21yo Autistic Adult in India: Trapped with family I suspect aren't mine. Need real help/peers.
Hi everyone. I am a 21-year-old adult living in India, and I am autistic. I am looking for advice, guidance, or to connect with anyone who can help me navigate a highly complex and stressful family situation.
Based on physical evidence, childhood trauma, and deep behavioral patterns, I have strong reasons to believe that the people raising me are not my biological parents, and that the woman raising me is not my biological mother.
Around age 12, I started getting strong thoughts about adoption. I felt completely out of place, experienced a strange sense of nostalgia, and realized I am wired totally differently from everyone else in the house.
I look entirely different from my family. I have a high-bridged, sharp nasal structure and chiseled jawline, while both parents have flat and recessed features. My skin tone is also an extreme contrast to the rest of my family.
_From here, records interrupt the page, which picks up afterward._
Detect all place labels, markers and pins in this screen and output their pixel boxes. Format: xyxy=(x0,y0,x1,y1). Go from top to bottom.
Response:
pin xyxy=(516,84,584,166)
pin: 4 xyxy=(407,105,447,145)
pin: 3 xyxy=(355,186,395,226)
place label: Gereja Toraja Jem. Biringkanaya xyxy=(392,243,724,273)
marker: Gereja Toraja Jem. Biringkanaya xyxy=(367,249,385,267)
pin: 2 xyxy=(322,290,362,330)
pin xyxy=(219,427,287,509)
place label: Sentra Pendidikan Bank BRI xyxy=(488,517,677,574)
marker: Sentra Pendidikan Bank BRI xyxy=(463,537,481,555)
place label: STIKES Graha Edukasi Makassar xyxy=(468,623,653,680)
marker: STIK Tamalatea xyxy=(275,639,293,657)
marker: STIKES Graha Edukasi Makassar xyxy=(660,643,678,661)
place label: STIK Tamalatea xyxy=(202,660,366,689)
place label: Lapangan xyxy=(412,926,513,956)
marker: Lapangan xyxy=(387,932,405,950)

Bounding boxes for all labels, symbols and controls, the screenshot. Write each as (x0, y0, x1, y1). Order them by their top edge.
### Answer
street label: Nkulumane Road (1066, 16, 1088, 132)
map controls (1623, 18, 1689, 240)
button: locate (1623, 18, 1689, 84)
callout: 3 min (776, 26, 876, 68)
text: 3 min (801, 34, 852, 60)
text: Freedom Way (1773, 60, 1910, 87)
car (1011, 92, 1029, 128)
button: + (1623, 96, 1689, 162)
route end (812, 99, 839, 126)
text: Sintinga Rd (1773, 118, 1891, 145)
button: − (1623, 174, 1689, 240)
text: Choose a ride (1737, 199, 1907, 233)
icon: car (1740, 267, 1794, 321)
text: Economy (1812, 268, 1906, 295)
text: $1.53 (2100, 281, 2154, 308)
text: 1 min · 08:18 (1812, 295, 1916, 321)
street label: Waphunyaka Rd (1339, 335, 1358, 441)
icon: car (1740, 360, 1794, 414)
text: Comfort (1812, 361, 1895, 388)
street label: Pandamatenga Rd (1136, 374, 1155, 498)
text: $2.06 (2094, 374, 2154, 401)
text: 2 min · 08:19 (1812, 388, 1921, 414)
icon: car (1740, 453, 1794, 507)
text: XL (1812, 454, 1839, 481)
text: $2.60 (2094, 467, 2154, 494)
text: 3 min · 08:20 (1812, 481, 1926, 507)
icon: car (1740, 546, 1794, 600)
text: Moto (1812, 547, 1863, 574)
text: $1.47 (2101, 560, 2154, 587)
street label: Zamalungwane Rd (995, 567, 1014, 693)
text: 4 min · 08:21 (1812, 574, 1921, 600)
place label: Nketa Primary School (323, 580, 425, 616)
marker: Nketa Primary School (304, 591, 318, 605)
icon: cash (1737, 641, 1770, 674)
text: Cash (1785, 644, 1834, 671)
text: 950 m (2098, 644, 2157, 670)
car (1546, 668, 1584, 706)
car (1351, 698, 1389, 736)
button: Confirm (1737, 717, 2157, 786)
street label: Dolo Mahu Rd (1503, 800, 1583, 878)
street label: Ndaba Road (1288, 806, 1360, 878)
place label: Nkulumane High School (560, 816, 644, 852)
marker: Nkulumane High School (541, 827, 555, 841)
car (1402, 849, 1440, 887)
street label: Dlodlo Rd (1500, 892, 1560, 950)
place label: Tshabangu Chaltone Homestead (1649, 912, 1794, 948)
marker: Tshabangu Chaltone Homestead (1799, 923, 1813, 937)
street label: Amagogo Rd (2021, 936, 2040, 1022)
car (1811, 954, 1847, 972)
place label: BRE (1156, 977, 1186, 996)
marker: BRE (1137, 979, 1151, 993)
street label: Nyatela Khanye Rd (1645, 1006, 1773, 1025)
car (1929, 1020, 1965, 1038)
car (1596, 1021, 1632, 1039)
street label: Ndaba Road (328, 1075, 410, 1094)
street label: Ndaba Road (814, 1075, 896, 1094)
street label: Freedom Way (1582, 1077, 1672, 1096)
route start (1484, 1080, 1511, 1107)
As an infant, I would cry every single night and completely reject the mother, showing a total lack of early bonding.
My dad explicitly asked me, "Do you think we adopted you?" It felt like a high-stress probe to test if I knew anything, rather than a joke.
No matter how hard I try, I cannot see the woman raising me as my mother. All I see is just some woman or a nanny. I have never felt her like a mother. If I have to cry, I would choose a pillow over her every single time.
I cannot safely do a DNA test right now while living under their roof, and dealing with this environment while masking my autism is exhausting
I am looking for anyone—especially other Indians or adult adoptees—who can offer advice on how to handle this safely, or how to connect with people who can help me find a way forward i am in south india. Please comment or DM me directly. Thank you.
This is a throwaway account. I am incredibly scared of my safety and retaliation if my family finds this post. I am using a completely anonymous profile.